# TASK
How do the lines below between the ones holding "Extract the structured data from the image" and "I am building", inclusive, read? Give them again exactly, with no other lines.

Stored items
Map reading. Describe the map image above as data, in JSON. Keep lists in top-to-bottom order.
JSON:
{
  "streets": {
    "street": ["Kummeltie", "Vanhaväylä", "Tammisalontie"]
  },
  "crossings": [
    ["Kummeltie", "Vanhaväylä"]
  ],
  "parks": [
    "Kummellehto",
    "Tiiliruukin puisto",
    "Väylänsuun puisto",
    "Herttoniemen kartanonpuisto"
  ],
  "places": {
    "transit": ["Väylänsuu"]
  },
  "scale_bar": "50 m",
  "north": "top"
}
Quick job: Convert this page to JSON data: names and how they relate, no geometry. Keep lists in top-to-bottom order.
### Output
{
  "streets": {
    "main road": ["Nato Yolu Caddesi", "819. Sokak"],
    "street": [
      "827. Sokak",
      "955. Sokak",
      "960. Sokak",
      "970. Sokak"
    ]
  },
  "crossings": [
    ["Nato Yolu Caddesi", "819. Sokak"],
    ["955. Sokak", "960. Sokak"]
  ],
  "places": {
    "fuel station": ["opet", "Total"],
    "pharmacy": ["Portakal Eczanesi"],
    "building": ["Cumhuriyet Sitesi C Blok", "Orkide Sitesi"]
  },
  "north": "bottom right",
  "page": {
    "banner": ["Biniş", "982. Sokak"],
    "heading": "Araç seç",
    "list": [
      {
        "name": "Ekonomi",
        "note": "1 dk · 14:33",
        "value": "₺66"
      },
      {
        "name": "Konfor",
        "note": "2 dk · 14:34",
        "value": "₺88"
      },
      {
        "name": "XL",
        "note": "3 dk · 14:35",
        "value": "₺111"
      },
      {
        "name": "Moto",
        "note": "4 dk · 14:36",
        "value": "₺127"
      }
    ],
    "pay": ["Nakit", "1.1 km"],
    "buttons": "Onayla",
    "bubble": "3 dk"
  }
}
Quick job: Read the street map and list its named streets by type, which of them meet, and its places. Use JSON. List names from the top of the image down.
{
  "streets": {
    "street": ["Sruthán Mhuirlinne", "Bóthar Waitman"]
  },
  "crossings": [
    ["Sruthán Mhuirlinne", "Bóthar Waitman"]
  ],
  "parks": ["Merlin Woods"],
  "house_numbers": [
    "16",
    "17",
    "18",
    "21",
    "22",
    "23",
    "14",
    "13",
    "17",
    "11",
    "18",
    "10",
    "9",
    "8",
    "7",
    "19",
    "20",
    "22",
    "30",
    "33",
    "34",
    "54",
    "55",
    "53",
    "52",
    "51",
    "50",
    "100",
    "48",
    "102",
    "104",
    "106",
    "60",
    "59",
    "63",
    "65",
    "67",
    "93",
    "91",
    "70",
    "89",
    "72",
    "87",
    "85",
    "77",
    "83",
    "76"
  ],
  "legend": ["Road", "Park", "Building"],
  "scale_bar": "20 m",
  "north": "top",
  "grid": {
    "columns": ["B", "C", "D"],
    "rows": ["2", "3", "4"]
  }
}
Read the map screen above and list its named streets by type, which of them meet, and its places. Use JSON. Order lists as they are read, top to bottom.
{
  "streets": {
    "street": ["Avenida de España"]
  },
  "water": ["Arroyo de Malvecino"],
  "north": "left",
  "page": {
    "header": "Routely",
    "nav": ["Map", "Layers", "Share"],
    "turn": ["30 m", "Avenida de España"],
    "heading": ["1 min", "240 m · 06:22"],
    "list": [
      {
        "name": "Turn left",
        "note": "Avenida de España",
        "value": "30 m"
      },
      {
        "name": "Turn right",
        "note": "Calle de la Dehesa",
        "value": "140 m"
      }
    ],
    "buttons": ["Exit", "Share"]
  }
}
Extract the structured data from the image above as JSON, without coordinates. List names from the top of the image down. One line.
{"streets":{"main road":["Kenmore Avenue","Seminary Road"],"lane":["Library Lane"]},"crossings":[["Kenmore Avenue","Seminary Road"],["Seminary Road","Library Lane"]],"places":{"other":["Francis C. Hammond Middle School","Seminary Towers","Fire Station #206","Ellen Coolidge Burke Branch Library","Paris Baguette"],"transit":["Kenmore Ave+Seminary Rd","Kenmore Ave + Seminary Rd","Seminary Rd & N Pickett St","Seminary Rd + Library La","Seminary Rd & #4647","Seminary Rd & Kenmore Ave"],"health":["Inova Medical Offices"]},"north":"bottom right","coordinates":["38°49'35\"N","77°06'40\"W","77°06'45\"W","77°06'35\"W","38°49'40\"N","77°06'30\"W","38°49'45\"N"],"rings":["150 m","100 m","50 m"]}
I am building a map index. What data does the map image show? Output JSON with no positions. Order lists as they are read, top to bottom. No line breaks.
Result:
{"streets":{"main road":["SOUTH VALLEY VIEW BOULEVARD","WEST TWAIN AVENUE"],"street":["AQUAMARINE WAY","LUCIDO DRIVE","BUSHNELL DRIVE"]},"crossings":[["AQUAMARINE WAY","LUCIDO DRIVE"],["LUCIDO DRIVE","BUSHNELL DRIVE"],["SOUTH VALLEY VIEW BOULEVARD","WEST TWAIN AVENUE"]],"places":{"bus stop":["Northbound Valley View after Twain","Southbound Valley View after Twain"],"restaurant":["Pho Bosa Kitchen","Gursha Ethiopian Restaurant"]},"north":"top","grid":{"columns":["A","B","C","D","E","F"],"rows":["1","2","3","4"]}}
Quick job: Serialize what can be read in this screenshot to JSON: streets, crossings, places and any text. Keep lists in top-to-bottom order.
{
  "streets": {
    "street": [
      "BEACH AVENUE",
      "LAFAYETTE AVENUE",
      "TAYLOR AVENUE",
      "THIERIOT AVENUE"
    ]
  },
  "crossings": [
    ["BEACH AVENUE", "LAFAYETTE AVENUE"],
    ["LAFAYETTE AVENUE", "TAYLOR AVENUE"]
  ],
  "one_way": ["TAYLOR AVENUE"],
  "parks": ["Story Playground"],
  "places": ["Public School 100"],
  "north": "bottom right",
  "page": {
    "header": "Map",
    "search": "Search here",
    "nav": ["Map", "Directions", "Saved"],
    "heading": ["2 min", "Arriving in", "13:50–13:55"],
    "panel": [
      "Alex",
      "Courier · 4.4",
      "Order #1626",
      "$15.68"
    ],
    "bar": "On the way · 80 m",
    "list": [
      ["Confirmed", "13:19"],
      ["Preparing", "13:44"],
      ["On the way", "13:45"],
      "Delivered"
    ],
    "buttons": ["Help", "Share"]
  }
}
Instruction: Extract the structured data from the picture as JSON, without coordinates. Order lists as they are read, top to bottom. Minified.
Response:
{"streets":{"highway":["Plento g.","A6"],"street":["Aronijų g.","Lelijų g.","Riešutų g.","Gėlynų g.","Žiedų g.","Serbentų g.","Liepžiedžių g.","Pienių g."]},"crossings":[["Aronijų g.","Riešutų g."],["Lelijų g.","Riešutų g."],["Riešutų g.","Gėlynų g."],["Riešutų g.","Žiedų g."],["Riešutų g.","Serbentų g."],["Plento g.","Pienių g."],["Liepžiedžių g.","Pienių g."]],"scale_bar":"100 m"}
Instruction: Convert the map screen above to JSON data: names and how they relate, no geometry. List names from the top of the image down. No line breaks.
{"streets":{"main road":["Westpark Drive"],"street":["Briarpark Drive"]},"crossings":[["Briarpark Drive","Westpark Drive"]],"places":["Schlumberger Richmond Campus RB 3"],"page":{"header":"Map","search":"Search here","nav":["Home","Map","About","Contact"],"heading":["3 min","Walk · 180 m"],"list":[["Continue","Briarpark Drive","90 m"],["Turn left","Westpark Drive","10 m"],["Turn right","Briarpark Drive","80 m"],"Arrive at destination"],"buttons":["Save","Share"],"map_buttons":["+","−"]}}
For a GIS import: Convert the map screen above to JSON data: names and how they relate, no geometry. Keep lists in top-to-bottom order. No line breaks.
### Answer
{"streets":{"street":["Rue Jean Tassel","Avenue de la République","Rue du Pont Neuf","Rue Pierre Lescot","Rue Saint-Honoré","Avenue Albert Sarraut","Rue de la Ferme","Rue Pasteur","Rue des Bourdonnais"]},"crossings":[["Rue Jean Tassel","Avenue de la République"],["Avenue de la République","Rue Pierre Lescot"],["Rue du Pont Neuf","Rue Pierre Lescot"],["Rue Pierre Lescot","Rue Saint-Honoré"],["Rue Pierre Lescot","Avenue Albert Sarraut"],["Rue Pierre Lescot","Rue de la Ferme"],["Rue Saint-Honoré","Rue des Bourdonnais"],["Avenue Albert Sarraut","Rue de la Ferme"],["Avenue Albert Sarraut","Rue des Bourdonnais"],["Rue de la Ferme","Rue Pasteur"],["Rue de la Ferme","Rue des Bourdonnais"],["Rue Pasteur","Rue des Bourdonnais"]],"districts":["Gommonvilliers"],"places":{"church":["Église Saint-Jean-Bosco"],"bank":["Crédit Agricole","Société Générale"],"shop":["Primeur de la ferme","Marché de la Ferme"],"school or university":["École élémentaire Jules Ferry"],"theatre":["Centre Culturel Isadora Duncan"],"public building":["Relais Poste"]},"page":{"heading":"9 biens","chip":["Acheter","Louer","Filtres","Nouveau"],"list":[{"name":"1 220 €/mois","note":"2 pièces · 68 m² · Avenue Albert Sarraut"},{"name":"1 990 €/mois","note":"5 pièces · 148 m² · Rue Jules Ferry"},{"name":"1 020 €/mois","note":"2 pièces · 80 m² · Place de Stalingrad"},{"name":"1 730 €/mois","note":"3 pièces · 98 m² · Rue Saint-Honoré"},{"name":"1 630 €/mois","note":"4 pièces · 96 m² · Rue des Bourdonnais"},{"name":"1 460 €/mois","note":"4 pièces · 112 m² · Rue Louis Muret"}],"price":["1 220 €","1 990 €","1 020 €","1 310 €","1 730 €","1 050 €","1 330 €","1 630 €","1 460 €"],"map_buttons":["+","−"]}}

# RESULT OF THIS TASK
Extract the structured data from the image above as JSON, without coordinates. List names from the top of the image down. One line.
{"streets":{"main road":["Kenmore Avenue","Seminary Road"],"lane":["Library Lane"]},"crossings":[["Kenmore Avenue","Seminary Road"],["Seminary Road","Library Lane"]],"places":{"other":["Francis C. Hammond Middle School","Seminary Towers","Fire Station #206","Ellen Coolidge Burke Branch Library","Paris Baguette"],"transit":["Kenmore Ave+Seminary Rd","Kenmore Ave + Seminary Rd","Seminary Rd & N Pickett St","Seminary Rd + Library La","Seminary Rd & #4647","Seminary Rd & Kenmore Ave"],"health":["Inova Medical Offices"]},"north":"bottom right","coordinates":["38°49'35\"N","77°06'40\"W","77°06'45\"W","77°06'35\"W","38°49'40\"N","77°06'30\"W","38°49'45\"N"],"rings":["150 m","100 m","50 m"]}
I am building a map index. What data does the map image show? Output JSON with no positions. Order lists as they are read, top to bottom. No line breaks.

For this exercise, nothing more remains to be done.